The majority of men are not aware of their darker side, which nevertheless everyone possesses
The former teacher of the island’s school is taking her morning walk when she sees three dark shapes lying on the beach. Two other people have spotted this strange and unwelcome sight: a fisherman and an odd job man. They’re joined by the doctor and the mayor, closely followed by the island’s priest along with a few of his ever-present bees. All are concerned as to what to do, the mayor more worried about the effects on the island’s plans for a thermal baths complex than the tragedy laid out before him. Then the teacher turns up, aghast at any plan other than contacting the police. The more self-interested amongst the group scupper the teacher’s idea, dismissing him as a dangerous idealist and agreeing to dispose of the bodies discreetly. All are to remain silent about the corpses but the teacher cannot stifle his conscience, setting about his own investigations as to what happened to these poor young men. Something must be done if the mayor’s plans for the island are to be realised; the teacher must be silenced whatever the cost. Then a stranger turns up. What ensues leads to the ruination of both the island and its people.

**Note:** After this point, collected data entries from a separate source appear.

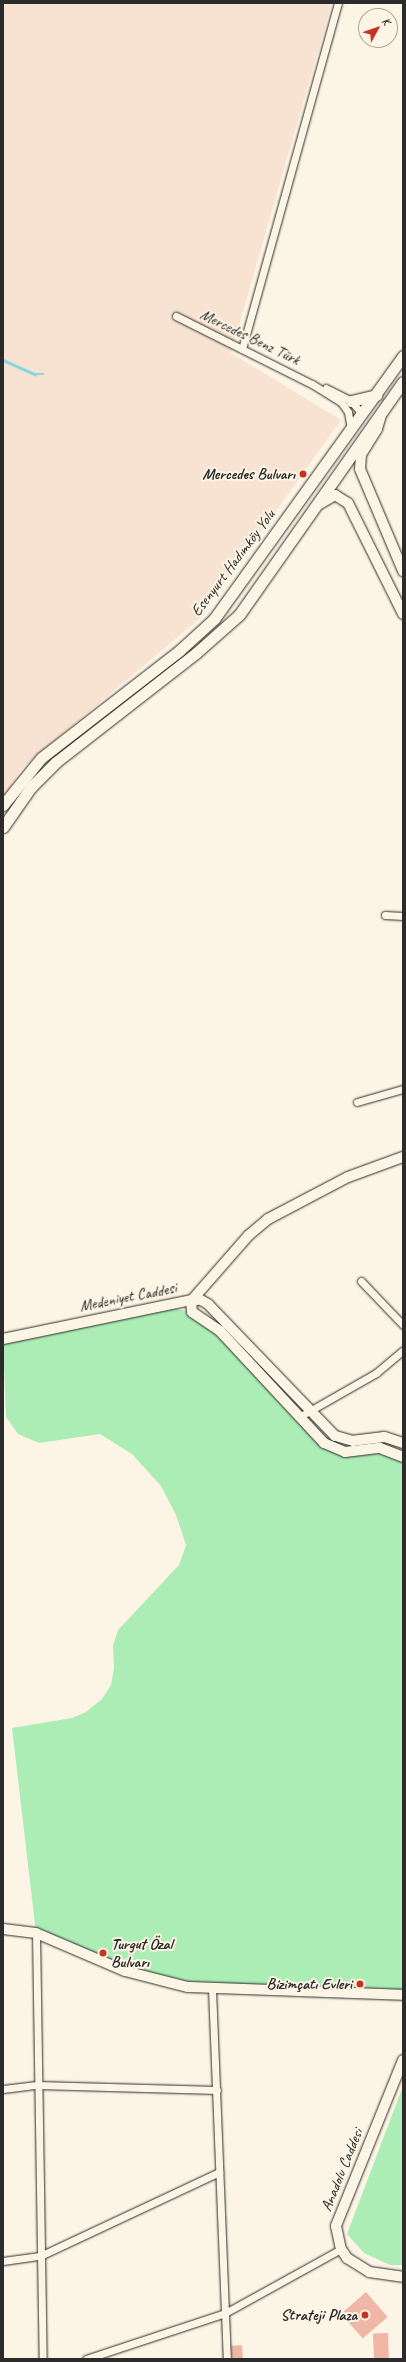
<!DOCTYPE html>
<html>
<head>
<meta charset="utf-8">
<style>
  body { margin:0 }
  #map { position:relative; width:406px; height:2362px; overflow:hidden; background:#fcf5e5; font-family:Caveat,sans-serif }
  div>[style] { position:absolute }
  .built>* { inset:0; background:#f8e2d2 }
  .green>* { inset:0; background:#acedb6 }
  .stream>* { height:2.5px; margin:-1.25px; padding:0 1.25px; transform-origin:1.25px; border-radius:1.25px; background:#86d7df }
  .building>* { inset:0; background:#f0b7a7; transform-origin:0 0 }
  .roads { filter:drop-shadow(0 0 1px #2b2b2b) drop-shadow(0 0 1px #2b2b2b) }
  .street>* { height:7px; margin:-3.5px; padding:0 3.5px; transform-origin:3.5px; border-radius:3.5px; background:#fcf5e5 }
  .secondary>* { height:10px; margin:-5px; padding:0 5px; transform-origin:5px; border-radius:5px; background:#fcf5e5 }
  .primary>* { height:11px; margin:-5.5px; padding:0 5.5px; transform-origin:5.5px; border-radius:5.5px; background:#fcf5e5 }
  .dots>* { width:11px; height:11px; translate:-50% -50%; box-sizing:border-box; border:2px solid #fcf5e5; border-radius:50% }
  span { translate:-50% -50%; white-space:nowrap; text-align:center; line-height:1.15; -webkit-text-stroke:4px #fcf5e5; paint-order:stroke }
  .street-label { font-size:16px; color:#2b2b2b }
  .poi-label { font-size:16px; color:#2b2b2b; font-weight:700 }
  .right { translate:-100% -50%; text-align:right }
  .left { translate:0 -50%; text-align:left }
  .frame { position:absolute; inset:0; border:4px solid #2b2b2b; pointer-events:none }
  .north { position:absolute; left:358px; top:8px; width:40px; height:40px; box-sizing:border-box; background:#fcf5e5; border:1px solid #a8a49b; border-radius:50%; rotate:50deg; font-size:11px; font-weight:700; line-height:16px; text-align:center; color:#2b2b2b }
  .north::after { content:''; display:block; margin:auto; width:14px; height:18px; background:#c8321e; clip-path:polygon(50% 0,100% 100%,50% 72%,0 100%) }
</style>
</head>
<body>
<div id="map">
  <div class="built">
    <i style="clip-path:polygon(3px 3px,332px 3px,231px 353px,341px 420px,199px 619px,21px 769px,3px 798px)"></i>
  </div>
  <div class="green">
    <i style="clip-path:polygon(165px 1307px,192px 1312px,197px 1316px,332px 1447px,369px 1448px,403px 1457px,403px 1990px,212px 1989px,152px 1979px,36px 1933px,12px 1728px,72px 1718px,86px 1712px,102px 1699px,111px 1685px,114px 1668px,113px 1646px,118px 1630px,179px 1565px,186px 1545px,176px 1515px,161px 1486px,132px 1454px,100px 1434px,39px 1443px,18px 1434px,6px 1417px,3px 1339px)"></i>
    <i style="clip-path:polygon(403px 2086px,403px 2265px,390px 2265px,364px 2253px,347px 2234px)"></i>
  </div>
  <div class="stream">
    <i style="left:3px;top:360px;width:35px;rotate:24deg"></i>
    <i style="left:35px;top:374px;width:8px"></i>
  </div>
  <div class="building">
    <i style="left:366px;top:2292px;width:33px;height:33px;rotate:49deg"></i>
    <i style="left:388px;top:2333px;width:26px;height:15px;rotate:88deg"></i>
    <i style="left:242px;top:2345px;width:14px;height:11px;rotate:86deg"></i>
  </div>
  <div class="roads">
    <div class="street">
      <i style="left:176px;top:316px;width:152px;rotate:26.6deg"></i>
      <i style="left:312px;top:384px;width:34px;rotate:32deg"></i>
      <i style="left:341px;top:402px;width:12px;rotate:55deg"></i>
      <i style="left:348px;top:412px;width:17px;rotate:80deg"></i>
      <i style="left:242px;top:349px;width:359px;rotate:-74.5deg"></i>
      <i style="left:326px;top:388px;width:28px;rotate:27deg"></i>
      <i style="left:351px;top:401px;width:18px;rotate:49deg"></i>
      <i style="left:385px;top:915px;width:18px;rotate:3deg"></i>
      <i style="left:357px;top:1102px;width:48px;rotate:-15.8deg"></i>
      <i style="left:361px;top:1281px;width:61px;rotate:46.3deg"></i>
      <i style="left:299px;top:1417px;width:89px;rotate:-29.7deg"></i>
      <i style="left:376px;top:1373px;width:35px;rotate:-40deg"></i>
      <i style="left:36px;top:1933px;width:426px;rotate:89.1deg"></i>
      <i style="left:212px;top:1989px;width:370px;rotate:87.7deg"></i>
      <i style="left:3px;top:2089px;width:34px;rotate:-7deg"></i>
      <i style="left:37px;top:2085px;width:180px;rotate:1.6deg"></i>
      <i style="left:3px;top:2261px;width:37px;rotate:-8deg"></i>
      <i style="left:40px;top:2256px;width:198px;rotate:-25.1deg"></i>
      <i style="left:86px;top:2359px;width:146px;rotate:-18.3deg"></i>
      <i style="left:225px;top:2313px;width:132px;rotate:-28.9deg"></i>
    </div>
    <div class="secondary">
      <i style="left:381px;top:415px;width:15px;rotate:106deg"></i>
      <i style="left:377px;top:429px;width:31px;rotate:122deg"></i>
      <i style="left:361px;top:455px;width:14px;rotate:94deg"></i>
      <i style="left:360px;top:469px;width:111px;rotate:67.1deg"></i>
      <i style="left:318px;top:505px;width:20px;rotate:-30deg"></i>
      <i style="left:335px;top:495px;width:15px;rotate:32deg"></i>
      <i style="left:348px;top:503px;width:124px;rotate:63.6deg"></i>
      <i style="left:3px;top:1339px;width:193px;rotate:-11.7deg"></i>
      <i style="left:192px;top:1300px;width:86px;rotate:-48.8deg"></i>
      <i style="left:249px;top:1235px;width:25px;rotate:-40deg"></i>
      <i style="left:268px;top:1219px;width:90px;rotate:-27.7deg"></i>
      <i style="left:348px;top:1177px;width:59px;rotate:-20deg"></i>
      <i style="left:403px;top:1443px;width:20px;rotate:-162deg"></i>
      <i style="left:384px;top:1437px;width:31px;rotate:173deg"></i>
      <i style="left:353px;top:1441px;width:19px;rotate:-164deg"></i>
      <i style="left:335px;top:1436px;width:183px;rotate:-133.9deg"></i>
      <i style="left:208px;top:1304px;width:10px;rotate:-151deg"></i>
      <i style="left:199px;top:1299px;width:9px;rotate:159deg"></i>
      <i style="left:191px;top:1302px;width:10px;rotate:84deg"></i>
      <i style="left:192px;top:1312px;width:34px;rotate:34deg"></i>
      <i style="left:220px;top:1331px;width:153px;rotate:47.1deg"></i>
      <i style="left:324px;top:1443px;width:23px;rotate:23deg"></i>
      <i style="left:345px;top:1452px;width:35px;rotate:-7deg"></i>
      <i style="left:380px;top:1448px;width:25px;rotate:21deg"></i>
      <i style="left:3px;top:1929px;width:33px;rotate:7deg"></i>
      <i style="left:36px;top:1933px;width:97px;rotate:23.1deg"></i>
      <i style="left:125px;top:1971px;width:65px;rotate:14.3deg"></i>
      <i style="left:188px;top:1987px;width:215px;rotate:2.1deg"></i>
      <i style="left:403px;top:2060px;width:179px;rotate:112deg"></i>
      <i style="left:336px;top:2226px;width:24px;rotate:78deg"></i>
      <i style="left:341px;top:2249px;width:11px;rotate:56deg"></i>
      <i style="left:347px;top:2258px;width:26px;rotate:32deg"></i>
      <i style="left:369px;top:2272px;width:34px;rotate:8deg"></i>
    </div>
    <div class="primary">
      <i style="left:351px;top:401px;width:26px;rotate:-13deg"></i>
      <i style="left:3px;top:805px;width:60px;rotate:-51deg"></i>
      <i style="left:41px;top:758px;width:176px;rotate:-37.8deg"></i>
      <i style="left:180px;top:650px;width:46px;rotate:-42.4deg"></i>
      <i style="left:214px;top:619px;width:324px;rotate:-54.3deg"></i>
      <i style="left:3px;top:827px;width:49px;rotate:-55deg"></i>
      <i style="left:31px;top:787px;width:35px;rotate:-45deg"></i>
      <i style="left:56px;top:762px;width:177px;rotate:-37.9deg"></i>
      <i style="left:196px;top:653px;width:57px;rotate:-41.5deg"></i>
      <i style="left:239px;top:615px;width:285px;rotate:-54.9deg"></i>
    </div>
  </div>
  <div class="dots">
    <i style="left:303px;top:474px;background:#c8321e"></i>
    <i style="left:103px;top:1953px;background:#c8321e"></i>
    <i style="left:360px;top:1984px;background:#c8321e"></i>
    <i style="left:365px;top:2315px;background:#c8321e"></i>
  </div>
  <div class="street-label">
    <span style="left:250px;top:337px;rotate:26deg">Mercedes Benz Türk</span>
    <span style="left:233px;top:563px;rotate:-53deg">Esenyurt Hadımköy Yolu</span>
    <span style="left:128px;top:1297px;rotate:-11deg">Medeniyet Caddesi</span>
    <span style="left:342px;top:2170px;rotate:-68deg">Anadolu Caddesi</span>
  </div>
  <div class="poi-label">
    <span class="right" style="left:295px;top:474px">Mercedes Bulvarı</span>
    <span class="left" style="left:111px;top:1953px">Turgut Özal<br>Bulvarı</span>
    <span class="right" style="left:352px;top:1984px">Bizimçatı Evleri</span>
    <span class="right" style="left:357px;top:2315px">Strateji Plaza</span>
  </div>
  <div class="frame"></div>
  <div class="north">K</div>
</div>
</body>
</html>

Of course, it was not just the wind that played on their minds: the image of the corpses of the three drowned men were stitched to the inside of their eyelids
Claudel’s novel reads like a fable, a twenty-first century morality tale which explores the darker side of human nature: greed, self-interest, corruption and brutality. Adopting titles rather than names for his characters, Claudel underlines the universality of this story which shows the lengths apparently decent people are prepared to go to in order to protect their interests, the way in which mass hysteria can be manipulated and the compromises which we persuade ourselves to make rather than put ourselves in the firing line and do the right thing. The teacher stands out as a lone voice in all this and pays a heavy price. This is not a cheery read, as you may have gathered, although there’s a glimmer of grim humour at times, but it’s a salutary one, fitting for our times. We’d do well to take note of the islanders’ fate.